Bow of reefer ship tears gaping hole into side of bulk carrier in collision in Caribbean Sea


A bulk carrier sustained heavy damage after being T-boned by a reefer ship in the Caribbean Sea about 60 miles north of Haiti.

The 492-foot Timor Stream ran bow-first into the 557-foot Seagate at about 0545 on March 10. Timor Stream’s bow bore a massive gash in Seagate’s hull and superstructure and punctured one of the ship’s fuel tanks.

The captain of a Florida-bound private yacht that arrived to help, Capt. Jeff Ridgway, said the damaged sustained by Seagate was like nothing he’d ever seen before.

“One whole side was opened up and you could see inside the vessel,” Ridgway said. “You could see a bulletin board with notes pegged up.”
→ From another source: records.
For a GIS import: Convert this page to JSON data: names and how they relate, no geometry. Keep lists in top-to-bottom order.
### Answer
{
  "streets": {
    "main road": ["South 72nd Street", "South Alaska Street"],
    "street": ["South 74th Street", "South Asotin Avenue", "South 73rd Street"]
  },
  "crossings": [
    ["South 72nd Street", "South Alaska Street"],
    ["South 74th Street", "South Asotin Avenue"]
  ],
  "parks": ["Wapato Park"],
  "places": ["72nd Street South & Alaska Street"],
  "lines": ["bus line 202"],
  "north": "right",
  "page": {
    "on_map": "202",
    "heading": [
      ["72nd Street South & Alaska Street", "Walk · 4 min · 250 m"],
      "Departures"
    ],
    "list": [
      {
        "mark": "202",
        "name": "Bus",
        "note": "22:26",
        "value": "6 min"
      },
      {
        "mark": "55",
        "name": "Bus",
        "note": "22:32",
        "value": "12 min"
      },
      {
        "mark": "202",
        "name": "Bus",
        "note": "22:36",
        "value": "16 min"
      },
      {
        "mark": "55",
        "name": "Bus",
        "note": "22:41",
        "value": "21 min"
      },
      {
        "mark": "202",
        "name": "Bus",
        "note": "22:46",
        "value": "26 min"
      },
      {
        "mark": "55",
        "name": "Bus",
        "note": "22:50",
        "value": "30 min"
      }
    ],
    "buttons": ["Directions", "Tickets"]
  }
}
The U.K.-flagged Seagate took on water after the accident, but was later stabilized, said the U.S. Coast Guard, which responded to the accident. The Liberia-flagged Timor Stream suffered minimal damage in the collision.

Maritime investigators in Liberia and the U.K. are conducting a joint inquiry into the accident, which occurred before dawn in clear weather and calm seas, according to Nick Hughes, spokesman for the U.K.’s Marine Accident Investigation Branch.
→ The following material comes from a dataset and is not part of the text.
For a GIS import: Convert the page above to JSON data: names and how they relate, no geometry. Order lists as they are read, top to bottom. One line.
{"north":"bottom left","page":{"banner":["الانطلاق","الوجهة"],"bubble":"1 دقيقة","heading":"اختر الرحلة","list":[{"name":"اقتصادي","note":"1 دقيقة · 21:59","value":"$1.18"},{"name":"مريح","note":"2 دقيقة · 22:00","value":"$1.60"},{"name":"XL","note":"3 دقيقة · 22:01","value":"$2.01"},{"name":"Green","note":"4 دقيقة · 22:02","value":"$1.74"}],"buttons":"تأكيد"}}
Hughes declined to discuss preliminary findings or name any factors that led up to the incident. He said the report likely won’t be finished until the fall.

A U.S. Coast Guard spokesman in Miami said the agency was not investigating the incident because it occurred in international waters.
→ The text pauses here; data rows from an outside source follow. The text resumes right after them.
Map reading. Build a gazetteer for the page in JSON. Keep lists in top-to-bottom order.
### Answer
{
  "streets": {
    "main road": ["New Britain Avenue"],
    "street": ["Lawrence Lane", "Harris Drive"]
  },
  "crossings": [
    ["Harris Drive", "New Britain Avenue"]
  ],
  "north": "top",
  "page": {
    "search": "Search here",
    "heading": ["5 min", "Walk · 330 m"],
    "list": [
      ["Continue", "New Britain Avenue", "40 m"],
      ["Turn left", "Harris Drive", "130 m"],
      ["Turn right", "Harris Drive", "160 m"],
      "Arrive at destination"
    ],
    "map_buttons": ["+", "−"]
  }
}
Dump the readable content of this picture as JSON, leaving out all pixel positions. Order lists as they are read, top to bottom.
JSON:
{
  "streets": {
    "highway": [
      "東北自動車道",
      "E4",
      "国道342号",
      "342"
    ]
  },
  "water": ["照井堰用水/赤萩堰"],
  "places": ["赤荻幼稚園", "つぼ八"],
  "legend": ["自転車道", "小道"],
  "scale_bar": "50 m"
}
All 21 of Seagate’s crewmembers were accounted for after the episode, including 18 crewmembers who loaded onto lifeboats and three who remained aboard the vessel. At least one crewmember who fell overboard during the evacuation was rescued by Ridgway’s 171-foot private yacht Battered Bull, which arrived about 30 minutes after the distress call.

Crew on Battered Bull, which was traveling from St. Bartholomew to Palm Beach, Fla., when the accident occurred, monitored both vessels on radar and AIS systems prior to the accident. In that time, crew never heard either ship make contact over radio.

“Leading up to collision, we heard nothing on the radio,” Ridgway said.

“We didn’t hear anything on the radio to give any indication of who was doing what and who was aware of it … on channel 13 or channel 16,” he added. “I’m sure between those two would have heard if trying to make passing arrangements.”

Ridgway said he and other crew made contact with the U.S. Coast Guard and Seagate’s captain, letting him know they were on the way.

The Coast Guard cutter Venturous arrived on scene about four hours after the accident. A U.S. Coast Guard helicopter and plane monitored the situation from the air.

Seagate is managed by London-based Zodiac Maritime. The company did not respond to e-mail requests seeking comment. Contact information for Toko Unyu K.K., of Japan, which manages Timor Stream, was not available.

Additional details about the accident, including potential environmental impacts from the punctured fuel tank, were not available.

Coast Guard Public Affairs in Miami did not return phone calls or e-mails seeking comment on the issue.

After the accident, Seagate was towed to Port-au-Prince, Haiti, for repairs, Hughes said. Timor Stream underwent minor repairs in Trinidad.